A working group of insurance regulator IRDAI on Cyber Liability Insurance has highlighted the significance of the cover for individuals and recommended for creation of more awareness of such products, making policy wordings and claim process easier and permitting bundling of cyber cover with package policies.
In its report on Individual Cyber Insurance, the Working Group said cyber insurance policies currently available address requirements of individuals reasonably well. However, there are some areas in the product features and processes which need improvement. Figuring in the recommendations of the working group, whose members were drawn from among senior officials of public and private insurers, experts and IRDAI officials, was one advising insurers to not insist on police FIR (First Information Report) for claims upto ₹ 5,000. “FIR is a critical requirement to assess claims and hence can’t be fully dispensed with. However for small claims up to ₹ 5,000, insurers may build flexibility with regard to this requirement,” the report said.
Other recommendations include clarity in exclusion language relating to compliance with reasonable practices and precautions and need for coverage for bricking costs. Bricking refers to a loss of use or functionality of hardware as a result of a cyber event, the report said. Noting that cyber insurance covers cannot be static as the risks are not static, the working group, which submitted its report in two parts, said “it is necessary that as the market evolves in response to the emerging needs, the scope of the cyber policy needs to be enhanced.”
On standardisation of cyber insurance policy, the Working Group said though it seems to be a good idea, there were many challenges too. “Cyber insurance is a response mechanism to cyber risks.

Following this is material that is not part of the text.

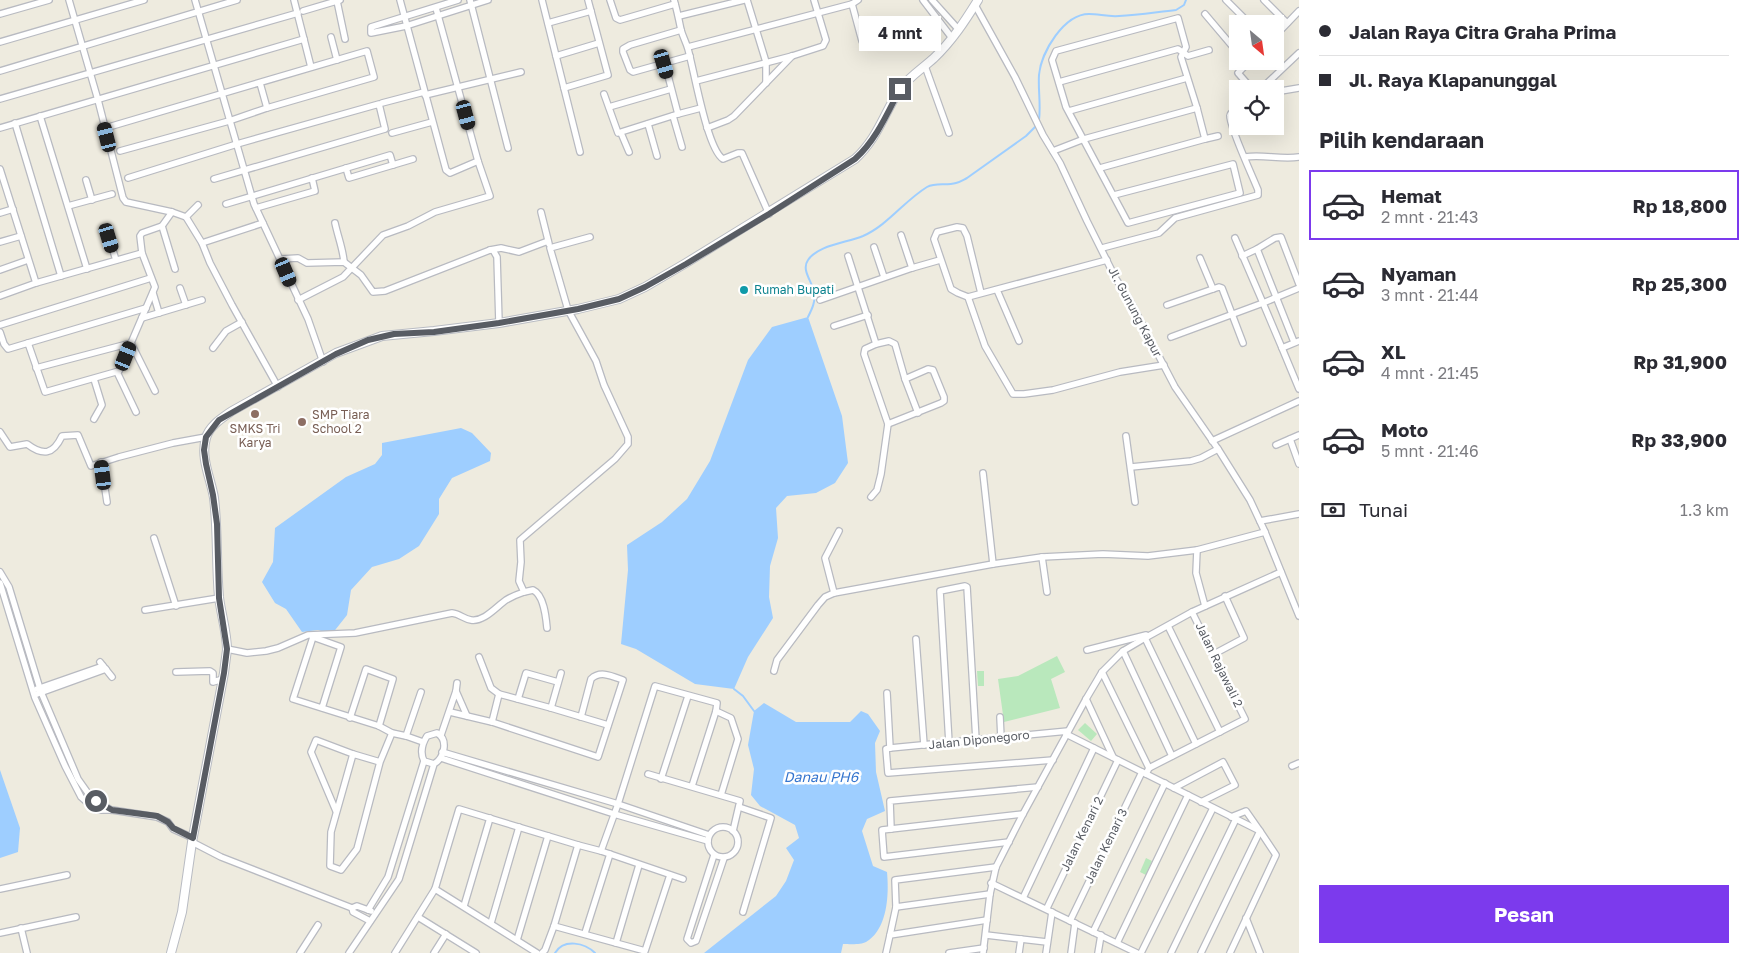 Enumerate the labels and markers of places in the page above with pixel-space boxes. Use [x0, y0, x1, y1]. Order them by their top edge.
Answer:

Cyber risks are dynamic and evolving. Standardisation may not be able to address all the emerging risks and is likely to limit innovation. Being a relatively new product, cyber insurance calls for flexibility for gaining traction.” Insurers, however, can build in certain minimum covers as a part of individual cyber insurance to facilitate better understanding in the market. A model policy wording, conceptualised by the Working Group, can be considered by the insurers as a reference point to provide minimum basic coverage.